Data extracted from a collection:
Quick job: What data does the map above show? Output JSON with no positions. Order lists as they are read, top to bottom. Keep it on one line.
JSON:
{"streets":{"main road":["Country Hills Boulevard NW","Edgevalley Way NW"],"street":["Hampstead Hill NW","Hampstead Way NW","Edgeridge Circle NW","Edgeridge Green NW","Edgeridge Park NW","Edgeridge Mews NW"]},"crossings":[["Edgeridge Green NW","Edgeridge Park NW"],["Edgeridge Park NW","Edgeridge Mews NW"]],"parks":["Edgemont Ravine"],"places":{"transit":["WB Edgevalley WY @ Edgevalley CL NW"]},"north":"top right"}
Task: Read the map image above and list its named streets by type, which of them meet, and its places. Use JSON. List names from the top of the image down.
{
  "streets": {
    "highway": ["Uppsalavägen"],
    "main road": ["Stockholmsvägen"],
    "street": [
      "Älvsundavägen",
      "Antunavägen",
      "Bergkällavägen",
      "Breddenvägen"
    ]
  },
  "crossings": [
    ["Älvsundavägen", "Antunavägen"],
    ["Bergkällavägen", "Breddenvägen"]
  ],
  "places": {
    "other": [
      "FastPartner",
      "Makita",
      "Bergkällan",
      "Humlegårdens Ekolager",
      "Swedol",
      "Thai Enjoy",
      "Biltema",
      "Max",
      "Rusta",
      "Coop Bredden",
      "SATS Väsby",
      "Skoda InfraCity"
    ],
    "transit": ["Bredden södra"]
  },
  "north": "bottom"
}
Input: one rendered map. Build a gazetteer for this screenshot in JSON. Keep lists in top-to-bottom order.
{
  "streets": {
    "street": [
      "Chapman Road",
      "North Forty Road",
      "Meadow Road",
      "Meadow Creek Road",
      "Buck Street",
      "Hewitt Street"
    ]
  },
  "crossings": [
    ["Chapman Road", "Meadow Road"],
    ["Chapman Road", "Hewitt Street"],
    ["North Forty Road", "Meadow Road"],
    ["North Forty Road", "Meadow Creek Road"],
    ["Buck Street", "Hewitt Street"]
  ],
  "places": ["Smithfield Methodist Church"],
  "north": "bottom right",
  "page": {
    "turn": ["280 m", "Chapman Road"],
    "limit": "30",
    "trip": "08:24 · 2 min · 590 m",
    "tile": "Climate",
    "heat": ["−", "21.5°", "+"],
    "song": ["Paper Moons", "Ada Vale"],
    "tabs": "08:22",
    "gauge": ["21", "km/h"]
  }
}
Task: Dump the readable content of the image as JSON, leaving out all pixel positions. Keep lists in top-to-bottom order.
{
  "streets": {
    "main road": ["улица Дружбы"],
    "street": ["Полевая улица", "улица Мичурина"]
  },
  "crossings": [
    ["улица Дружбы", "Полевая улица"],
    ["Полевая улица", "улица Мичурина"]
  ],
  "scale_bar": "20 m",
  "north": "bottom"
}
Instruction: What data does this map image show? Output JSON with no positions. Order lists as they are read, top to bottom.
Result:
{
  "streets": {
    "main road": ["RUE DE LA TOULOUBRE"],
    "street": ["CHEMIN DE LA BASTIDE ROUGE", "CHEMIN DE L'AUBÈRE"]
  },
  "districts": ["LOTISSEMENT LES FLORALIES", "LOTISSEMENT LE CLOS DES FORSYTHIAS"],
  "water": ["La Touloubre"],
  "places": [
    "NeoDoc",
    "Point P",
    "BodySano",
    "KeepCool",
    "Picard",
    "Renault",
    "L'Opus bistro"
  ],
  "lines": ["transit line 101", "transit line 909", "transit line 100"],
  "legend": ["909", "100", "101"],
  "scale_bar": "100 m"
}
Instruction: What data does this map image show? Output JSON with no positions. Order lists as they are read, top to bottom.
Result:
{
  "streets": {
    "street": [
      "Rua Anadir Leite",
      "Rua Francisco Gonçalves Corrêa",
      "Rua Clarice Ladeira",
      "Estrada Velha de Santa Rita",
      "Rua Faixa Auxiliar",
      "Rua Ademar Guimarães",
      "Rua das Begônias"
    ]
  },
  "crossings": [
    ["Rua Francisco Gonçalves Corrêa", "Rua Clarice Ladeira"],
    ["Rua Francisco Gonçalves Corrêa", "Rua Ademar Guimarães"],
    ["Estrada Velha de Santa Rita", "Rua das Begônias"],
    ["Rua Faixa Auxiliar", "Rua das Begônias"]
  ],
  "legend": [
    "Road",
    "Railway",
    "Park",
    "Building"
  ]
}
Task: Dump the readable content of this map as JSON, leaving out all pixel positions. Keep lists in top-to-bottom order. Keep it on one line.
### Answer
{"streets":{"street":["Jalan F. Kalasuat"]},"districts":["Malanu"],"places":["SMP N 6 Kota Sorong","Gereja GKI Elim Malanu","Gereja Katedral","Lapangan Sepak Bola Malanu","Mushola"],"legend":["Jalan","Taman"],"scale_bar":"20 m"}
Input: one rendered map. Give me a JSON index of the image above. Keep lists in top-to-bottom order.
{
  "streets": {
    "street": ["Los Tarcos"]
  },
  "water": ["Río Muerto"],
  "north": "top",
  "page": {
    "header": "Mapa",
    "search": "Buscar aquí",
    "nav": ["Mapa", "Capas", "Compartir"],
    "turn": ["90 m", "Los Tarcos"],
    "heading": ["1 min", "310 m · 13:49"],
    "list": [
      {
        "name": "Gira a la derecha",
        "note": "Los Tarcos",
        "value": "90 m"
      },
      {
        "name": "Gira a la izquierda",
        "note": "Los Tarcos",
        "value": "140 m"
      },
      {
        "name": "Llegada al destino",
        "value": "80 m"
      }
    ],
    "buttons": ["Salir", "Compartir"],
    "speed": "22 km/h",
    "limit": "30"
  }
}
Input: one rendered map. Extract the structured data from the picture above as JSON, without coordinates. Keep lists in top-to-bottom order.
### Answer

What is required –
Copy the entries word for word.

Task response –
Quick job: What data does the map above show? Output JSON with no positions. Order lists as they are read, top to bottom. Keep it on one line.
JSON:
{"streets":{"main road":["Country Hills Boulevard NW","Edgevalley Way NW"],"street":["Hampstead Hill NW","Hampstead Way NW","Edgeridge Circle NW","Edgeridge Green NW","Edgeridge Park NW","Edgeridge Mews NW"]},"crossings":[["Edgeridge Green NW","Edgeridge Park NW"],["Edgeridge Park NW","Edgeridge Mews NW"]],"parks":["Edgemont Ravine"],"places":{"transit":["WB Edgevalley WY @ Edgevalley CL NW"]},"north":"top right"}
Task: Read the map image above and list its named streets by type, which of them meet, and its places. Use JSON. List names from the top of the image down.
{
  "streets": {
    "highway": ["Uppsalavägen"],
    "main road": ["Stockholmsvägen"],
    "street": [
      "Älvsundavägen",
      "Antunavägen",
      "Bergkällavägen",
      "Breddenvägen"
    ]
  },
  "crossings": [
    ["Älvsundavägen", "Antunavägen"],
    ["Bergkällavägen", "Breddenvägen"]
  ],
  "places": {
    "other": [
      "FastPartner",
      "Makita",
      "Bergkällan",
      "Humlegårdens Ekolager",
      "Swedol",
      "Thai Enjoy",
      "Biltema",
      "Max",
      "Rusta",
      "Coop Bredden",
      "SATS Väsby",
      "Skoda InfraCity"
    ],
    "transit": ["Bredden södra"]
  },
  "north": "bottom"
}
Input: one rendered map. Build a gazetteer for this screenshot in JSON. Keep lists in top-to-bottom order.
{
  "streets": {
    "street": [
      "Chapman Road",
      "North Forty Road",
      "Meadow Road",
      "Meadow Creek Road",
      "Buck Street",
      "Hewitt Street"
    ]
  },
  "crossings": [
    ["Chapman Road", "Meadow Road"],
    ["Chapman Road", "Hewitt Street"],
    ["North Forty Road", "Meadow Road"],
    ["North Forty Road", "Meadow Creek Road"],
    ["Buck Street", "Hewitt Street"]
  ],
  "places": ["Smithfield Methodist Church"],
  "north": "bottom right",
  "page": {
    "turn": ["280 m", "Chapman Road"],
    "limit": "30",
    "trip": "08:24 · 2 min · 590 m",
    "tile": "Climate",
    "heat": ["−", "21.5°", "+"],
    "song": ["Paper Moons", "Ada Vale"],
    "tabs": "08:22",
    "gauge": ["21", "km/h"]
  }
}
Task: Dump the readable content of the image as JSON, leaving out all pixel positions. Keep lists in top-to-bottom order.
{
  "streets": {
    "main road": ["улица Дружбы"],
    "street": ["Полевая улица", "улица Мичурина"]
  },
  "crossings": [
    ["улица Дружбы", "Полевая улица"],
    ["Полевая улица", "улица Мичурина"]
  ],
  "scale_bar": "20 m",
  "north": "bottom"
}
Instruction: What data does this map image show? Output JSON with no positions. Order lists as they are read, top to bottom.
Result:
{
  "streets": {
    "main road": ["RUE DE LA TOULOUBRE"],
    "street": ["CHEMIN DE LA BASTIDE ROUGE", "CHEMIN DE L'AUBÈRE"]
  },
  "districts": ["LOTISSEMENT LES FLORALIES", "LOTISSEMENT LE CLOS DES FORSYTHIAS"],
  "water": ["La Touloubre"],
  "places": [
    "NeoDoc",
    "Point P",
    "BodySano",
    "KeepCool",
    "Picard",
    "Renault",
    "L'Opus bistro"
  ],
  "lines": ["transit line 101", "transit line 909", "transit line 100"],
  "legend": ["909", "100", "101"],
  "scale_bar": "100 m"
}
Instruction: What data does this map image show? Output JSON with no positions. Order lists as they are read, top to bottom.
Result:
{
  "streets": {
    "street": [
      "Rua Anadir Leite",
      "Rua Francisco Gonçalves Corrêa",
      "Rua Clarice Ladeira",
      "Estrada Velha de Santa Rita",
      "Rua Faixa Auxiliar",
      "Rua Ademar Guimarães",
      "Rua das Begônias"
    ]
  },
  "crossings": [
    ["Rua Francisco Gonçalves Corrêa", "Rua Clarice Ladeira"],
    ["Rua Francisco Gonçalves Corrêa", "Rua Ademar Guimarães"],
    ["Estrada Velha de Santa Rita", "Rua das Begônias"],
    ["Rua Faixa Auxiliar", "Rua das Begônias"]
  ],
  "legend": [
    "Road",
    "Railway",
    "Park",
    "Building"
  ]
}
Task: Dump the readable content of this map as JSON, leaving out all pixel positions. Keep lists in top-to-bottom order. Keep it on one line.
### Answer
{"streets":{"street":["Jalan F. Kalasuat"]},"districts":["Malanu"],"places":["SMP N 6 Kota Sorong","Gereja GKI Elim Malanu","Gereja Katedral","Lapangan Sepak Bola Malanu","Mushola"],"legend":["Jalan","Taman"],"scale_bar":"20 m"}
Input: one rendered map. Give me a JSON index of the image above. Keep lists in top-to-bottom order.
{
  "streets": {
    "street": ["Los Tarcos"]
  },
  "water": ["Río Muerto"],
  "north": "top",
  "page": {
    "header": "Mapa",
    "search": "Buscar aquí",
    "nav": ["Mapa", "Capas", "Compartir"],
    "turn": ["90 m", "Los Tarcos"],
    "heading": ["1 min", "310 m · 13:49"],
    "list": [
      {
        "name": "Gira a la derecha",
        "note": "Los Tarcos",
        "value": "90 m"
      },
      {
        "name": "Gira a la izquierda",
        "note": "Los Tarcos",
        "value": "140 m"
      },
      {
        "name": "Llegada al destino",
        "value": "80 m"
      }
    ],
    "buttons": ["Salir", "Compartir"],
    "speed": "22 km/h",
    "limit": "30"
  }
}
Input: one rendered map. Extract the structured data from the picture above as JSON, without coordinates. Keep lists in top-to-bottom order.
### Answer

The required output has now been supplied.